Saturday, 21 January 2017

High Mountain Leopards

Leopards of the mountains

There has been a recent spark on records of common leopards (hereafter referred "leopards") and snow leopards at a same camera trap station, which is circling the social and mainstream medias of conservation concern groups and researchers. It all started after bbc published the news which reports leopards and snow leopards captured at same location in Qinghai of China. The concern was obviously about snow leopards having to share their habitat with much stronger and larger leopards. According to them, this would mean the already endangered snow leopards will have to now compete with their larger cousins for space and food, which can probably result in displacement of snow leopard activity from those regions where leopards are roaming. This news came up in the wake of current ongoing snow leopard conference being held in Kathmandu, Nepal. However, the news is not so much of a new thing in the field. The leopards have been recorded at up to altitude of 5200 m above seal level (asl) in the past. They have been camera-trapped by Snow Leopard Conservancy (SLC) Nepal in snow leopard habitat in Annapurna region. WWF-Nepal has recorded them in Kanchenjunga region. Non-invasive genetic studies (unpublished) have proved their sympatry in the Himalayas. The recent news have reported similar cases in Manang region. And who knows since how long have they been co-occurring together and its just been into the notice of greater world as the monitoring of much endangered snow leopards are rigorously taking place, whereas leopards have never been accessed in such detail and with much effort. Had leopards' monitoring been given similar priority, their global and local distribution range would have been much different than what it is actually known now, and the phrases such as "leopards are moving higher up" would have never been invented.

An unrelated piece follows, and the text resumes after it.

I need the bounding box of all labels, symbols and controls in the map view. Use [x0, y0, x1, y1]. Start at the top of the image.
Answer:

It is not a new thing of the present to have two large cats co-existing in the same habitat. Lions and leopards coexist in Africa and Gujarat of India, while similarly, tigers and leopards coexist together in most of present tiger ranges throughout south and south-east Asia. Much recently, tigers are being recorded at higher altitude in Bhutanese Himalayas, where snow leopards occur. And historically, even lions and tigers were known to co-occur together, and this can continue if we drill even more towards prehistoric times when multiple prehistoric super-large sized cats evolved and prowled on this earth together. Cats are very good at maintaining their contacts, they only do it when they want to. Having (larger) leopards in what is known to be snow leopard territory should not be much of a threat to (smaller) snow leopards as this is what nature is bringing upon. There are already lot of human-related threats (poaching, hunting, encroachment etc) against these cats for us to take care of than what the nature is naturally playing.

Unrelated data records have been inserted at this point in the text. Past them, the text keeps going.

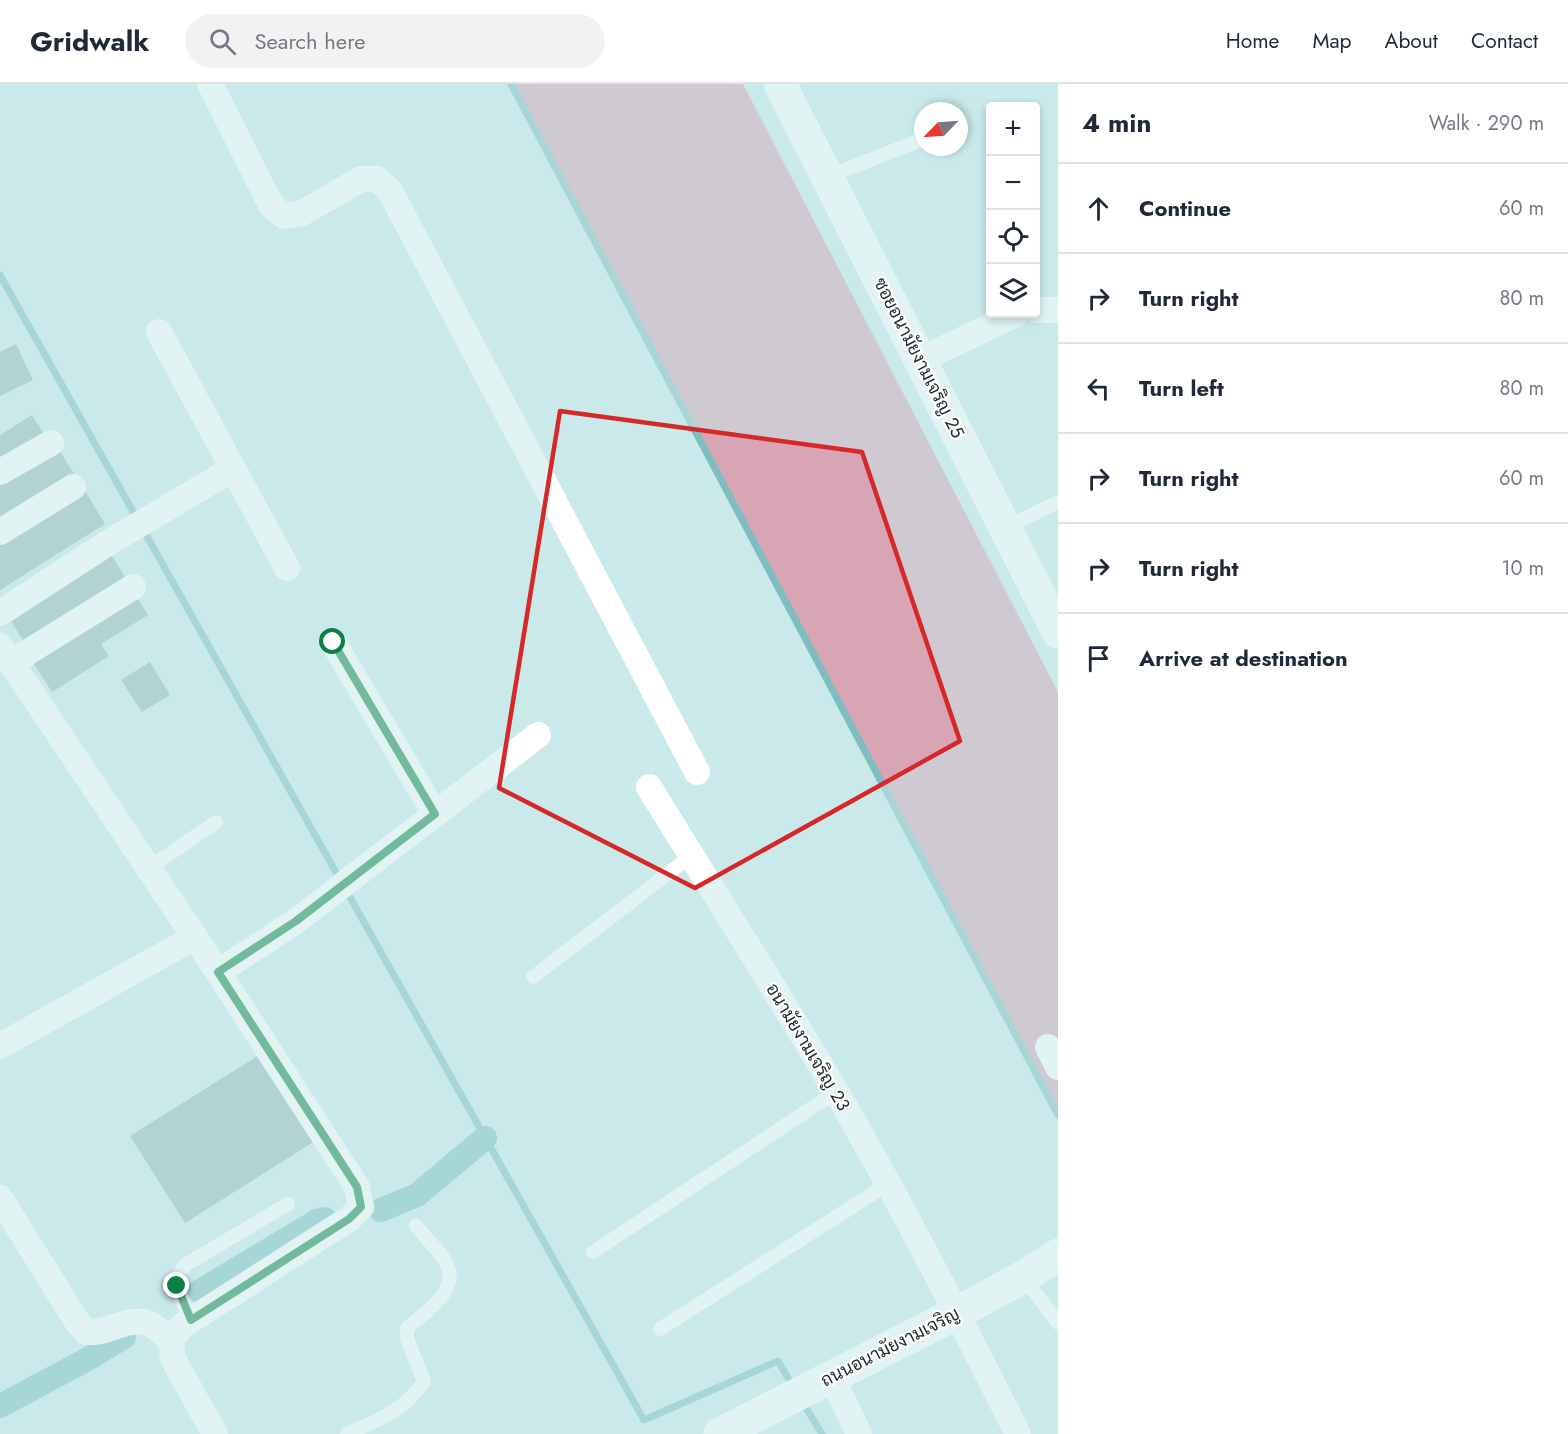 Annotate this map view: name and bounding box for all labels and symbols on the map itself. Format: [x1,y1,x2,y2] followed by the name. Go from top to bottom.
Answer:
[914,102,968,156] north arrow
[867,273,971,443] street label: ซอยอนามัยงามเจริญ 25
[319,628,345,654] route start
[760,978,857,1116] street label: อนามัยงามเจริญ 23
[163,1272,189,1298] route end
[816,1301,964,1393] street label: ถนนอนามัยงามเจริญ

On the other hand, conservationists should never sound or be biased when it comes to conservation until and unless the threat was really something like "introduced" or "invasive" species cases. If a larger carnivore really threatens the existence of smaller carnivores, what about the lynxes (a small cat, but relatively large in size) that co-share habitat with (larger) snow leopards. Why was it not a threat when much much larger tigers were known to be breeding in snow leopard habitat in Bhutan? I think we should not spend time thinking about this can happen or that can happen, it is all upon nature to decide what has to happen or how it has to happen, rather what we should be thinking about is how can we better protect their ecosystem and let them be just what and how they were and are.

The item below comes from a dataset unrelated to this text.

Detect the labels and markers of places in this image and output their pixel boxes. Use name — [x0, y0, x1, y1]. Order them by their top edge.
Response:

As far as hybridization is concerned, it should not also be much of a concern, because if it does occur, then it occurs, that is also a part of evolution. Hybridization among small cats species is a known scenario, small wild cats of Leopardus genus of the neotropics have been verified to hybridize by genetic studies. In the domestic cat lineage Felis, the hybridization is known and currently occurring events in nature among feral (domestic) cats and wild cats across Europe. In fact, the evolution of cats have itself been shaped by hybridization in the ancient past is what a recent phylogenomic study have proved as.

Hence, if leopards are getting recorded (for first time) in snow leopard habitat, then we should be rather proud that not just one but two big cats prowl this terrain, and hence start acting for their habitat protection and better conservation.